◆ WHAT THE EXERCISE ASKS: Transcribe the data exactly, pictures excluded.
::: DATA SHOWN :::
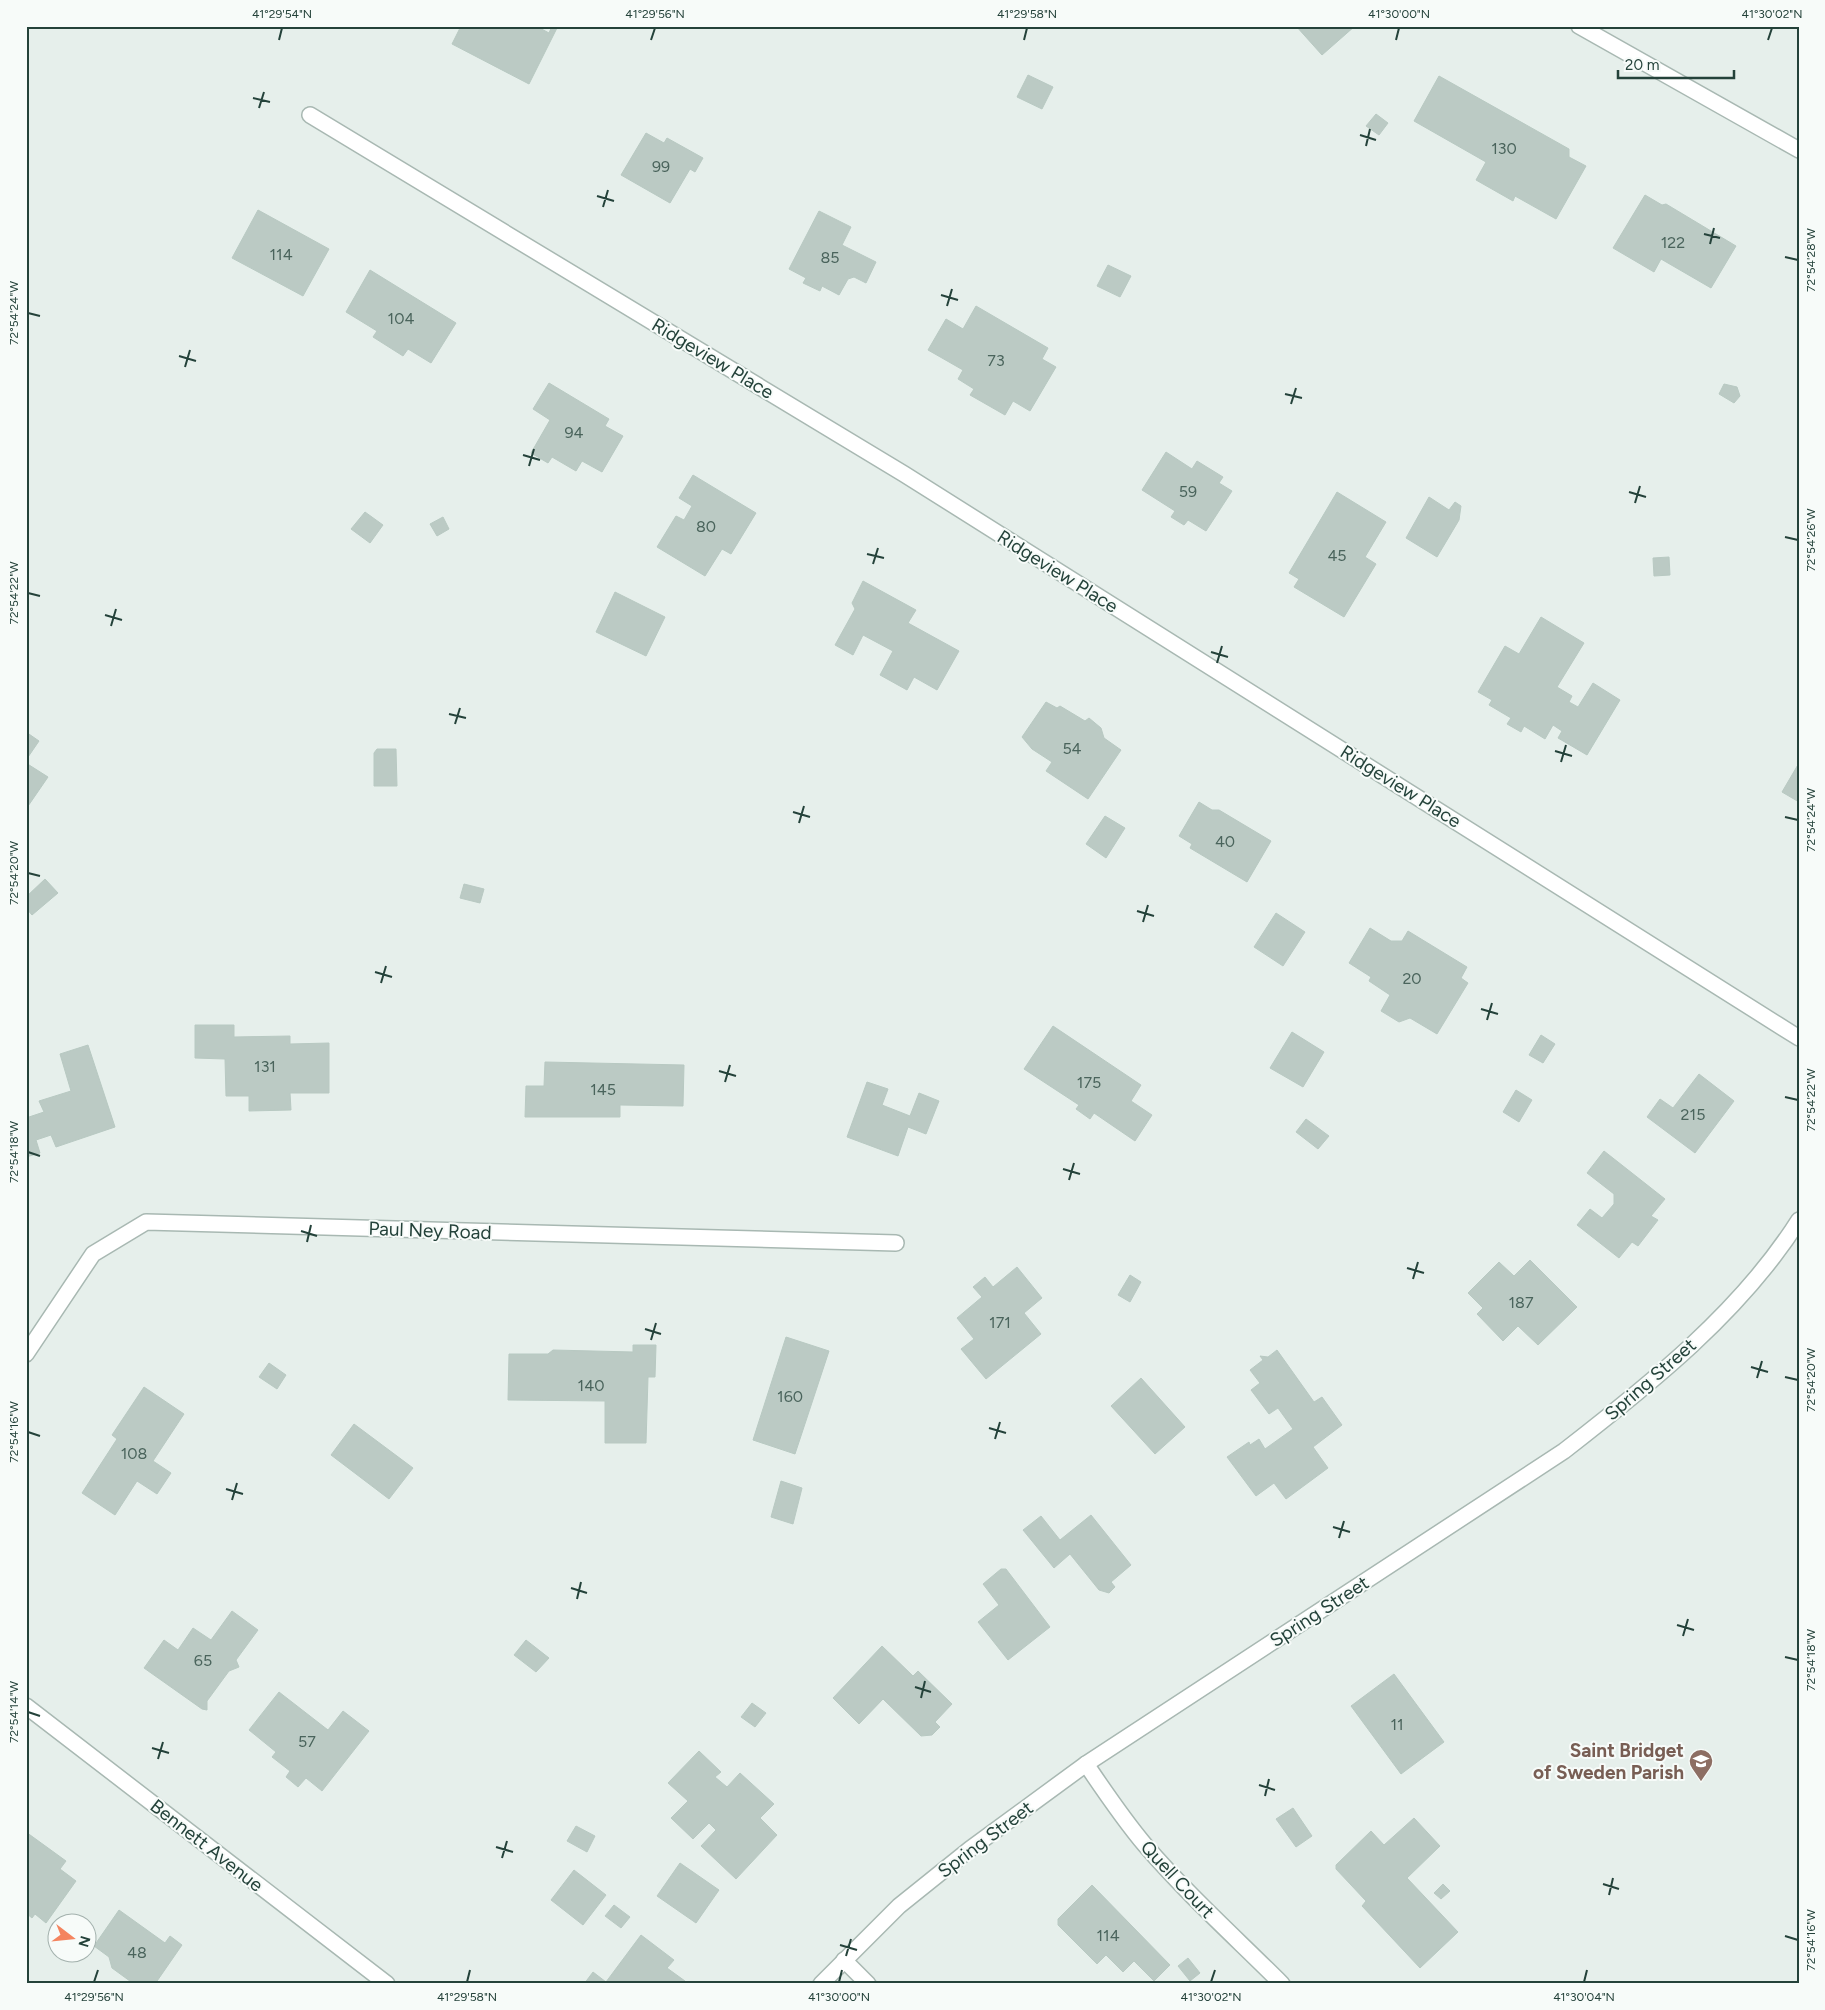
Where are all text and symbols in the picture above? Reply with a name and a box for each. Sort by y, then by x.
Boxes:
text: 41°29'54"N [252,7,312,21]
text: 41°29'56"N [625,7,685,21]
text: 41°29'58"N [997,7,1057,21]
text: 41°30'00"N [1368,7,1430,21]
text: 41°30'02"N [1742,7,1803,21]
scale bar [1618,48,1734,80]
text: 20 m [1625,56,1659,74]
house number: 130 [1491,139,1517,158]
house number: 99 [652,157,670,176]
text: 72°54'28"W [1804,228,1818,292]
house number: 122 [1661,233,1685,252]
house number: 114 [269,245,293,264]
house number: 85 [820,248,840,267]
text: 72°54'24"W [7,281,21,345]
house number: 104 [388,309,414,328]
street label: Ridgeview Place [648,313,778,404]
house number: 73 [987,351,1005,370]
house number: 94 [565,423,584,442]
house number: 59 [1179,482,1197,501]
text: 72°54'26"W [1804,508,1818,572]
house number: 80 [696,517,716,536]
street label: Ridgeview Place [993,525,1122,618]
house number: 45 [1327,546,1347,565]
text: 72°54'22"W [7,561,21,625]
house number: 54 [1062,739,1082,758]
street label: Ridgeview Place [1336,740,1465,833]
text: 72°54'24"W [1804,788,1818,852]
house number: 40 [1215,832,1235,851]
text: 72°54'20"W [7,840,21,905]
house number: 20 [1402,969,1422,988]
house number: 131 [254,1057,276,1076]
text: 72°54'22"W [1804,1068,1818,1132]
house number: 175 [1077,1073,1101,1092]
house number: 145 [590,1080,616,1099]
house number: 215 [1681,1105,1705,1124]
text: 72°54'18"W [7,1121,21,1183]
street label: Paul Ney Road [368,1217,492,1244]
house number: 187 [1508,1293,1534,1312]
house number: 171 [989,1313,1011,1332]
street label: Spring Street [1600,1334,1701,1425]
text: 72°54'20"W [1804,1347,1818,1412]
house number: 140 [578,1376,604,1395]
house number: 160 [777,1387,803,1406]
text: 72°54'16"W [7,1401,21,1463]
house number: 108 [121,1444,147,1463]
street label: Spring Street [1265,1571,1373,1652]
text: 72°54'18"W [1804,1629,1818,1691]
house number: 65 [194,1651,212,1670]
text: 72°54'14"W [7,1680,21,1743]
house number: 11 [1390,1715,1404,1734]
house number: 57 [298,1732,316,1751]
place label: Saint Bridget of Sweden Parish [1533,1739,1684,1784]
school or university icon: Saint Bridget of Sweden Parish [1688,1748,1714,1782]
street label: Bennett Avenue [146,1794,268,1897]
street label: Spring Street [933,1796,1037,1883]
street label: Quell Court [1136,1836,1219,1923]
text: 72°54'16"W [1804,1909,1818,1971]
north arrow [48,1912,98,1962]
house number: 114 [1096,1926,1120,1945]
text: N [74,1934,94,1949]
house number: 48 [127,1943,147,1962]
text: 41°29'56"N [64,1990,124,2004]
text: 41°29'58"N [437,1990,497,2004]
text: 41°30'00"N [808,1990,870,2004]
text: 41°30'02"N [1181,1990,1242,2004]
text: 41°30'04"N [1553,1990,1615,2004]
:::
◆ ANSWER SECTION:
Where are all text and symbols in the picture above? Reply with a name and a box for each. Sort by y, then by x.
Boxes:
text: 41°29'54"N [252,7,312,21]
text: 41°29'56"N [625,7,685,21]
text: 41°29'58"N [997,7,1057,21]
text: 41°30'00"N [1368,7,1430,21]
text: 41°30'02"N [1742,7,1803,21]
scale bar [1618,48,1734,80]
text: 20 m [1625,56,1659,74]
house number: 130 [1491,139,1517,158]
house number: 99 [652,157,670,176]
text: 72°54'28"W [1804,228,1818,292]
house number: 122 [1661,233,1685,252]
house number: 114 [269,245,293,264]
house number: 85 [820,248,840,267]
text: 72°54'24"W [7,281,21,345]
house number: 104 [388,309,414,328]
street label: Ridgeview Place [648,313,778,404]
house number: 73 [987,351,1005,370]
house number: 94 [565,423,584,442]
house number: 59 [1179,482,1197,501]
text: 72°54'26"W [1804,508,1818,572]
house number: 80 [696,517,716,536]
street label: Ridgeview Place [993,525,1122,618]
house number: 45 [1327,546,1347,565]
text: 72°54'22"W [7,561,21,625]
house number: 54 [1062,739,1082,758]
street label: Ridgeview Place [1336,740,1465,833]
text: 72°54'24"W [1804,788,1818,852]
house number: 40 [1215,832,1235,851]
text: 72°54'20"W [7,840,21,905]
house number: 20 [1402,969,1422,988]
house number: 131 [254,1057,276,1076]
text: 72°54'22"W [1804,1068,1818,1132]
house number: 175 [1077,1073,1101,1092]
house number: 145 [590,1080,616,1099]
house number: 215 [1681,1105,1705,1124]
text: 72°54'18"W [7,1121,21,1183]
street label: Paul Ney Road [368,1217,492,1244]
house number: 187 [1508,1293,1534,1312]
house number: 171 [989,1313,1011,1332]
street label: Spring Street [1600,1334,1701,1425]
text: 72°54'20"W [1804,1347,1818,1412]
house number: 140 [578,1376,604,1395]
house number: 160 [777,1387,803,1406]
text: 72°54'16"W [7,1401,21,1463]
house number: 108 [121,1444,147,1463]
street label: Spring Street [1265,1571,1373,1652]
text: 72°54'18"W [1804,1629,1818,1691]
house number: 65 [194,1651,212,1670]
text: 72°54'14"W [7,1680,21,1743]
house number: 11 [1390,1715,1404,1734]
house number: 57 [298,1732,316,1751]
place label: Saint Bridget of Sweden Parish [1533,1739,1684,1784]
school or university icon: Saint Bridget of Sweden Parish [1688,1748,1714,1782]
street label: Bennett Avenue [146,1794,268,1897]
street label: Spring Street [933,1796,1037,1883]
street label: Quell Court [1136,1836,1219,1923]
text: 72°54'16"W [1804,1909,1818,1971]
north arrow [48,1912,98,1962]
house number: 114 [1096,1926,1120,1945]
text: N [74,1934,94,1949]
house number: 48 [127,1943,147,1962]
text: 41°29'56"N [64,1990,124,2004]
text: 41°29'58"N [437,1990,497,2004]
text: 41°30'00"N [808,1990,870,2004]
text: 41°30'02"N [1181,1990,1242,2004]
text: 41°30'04"N [1553,1990,1615,2004]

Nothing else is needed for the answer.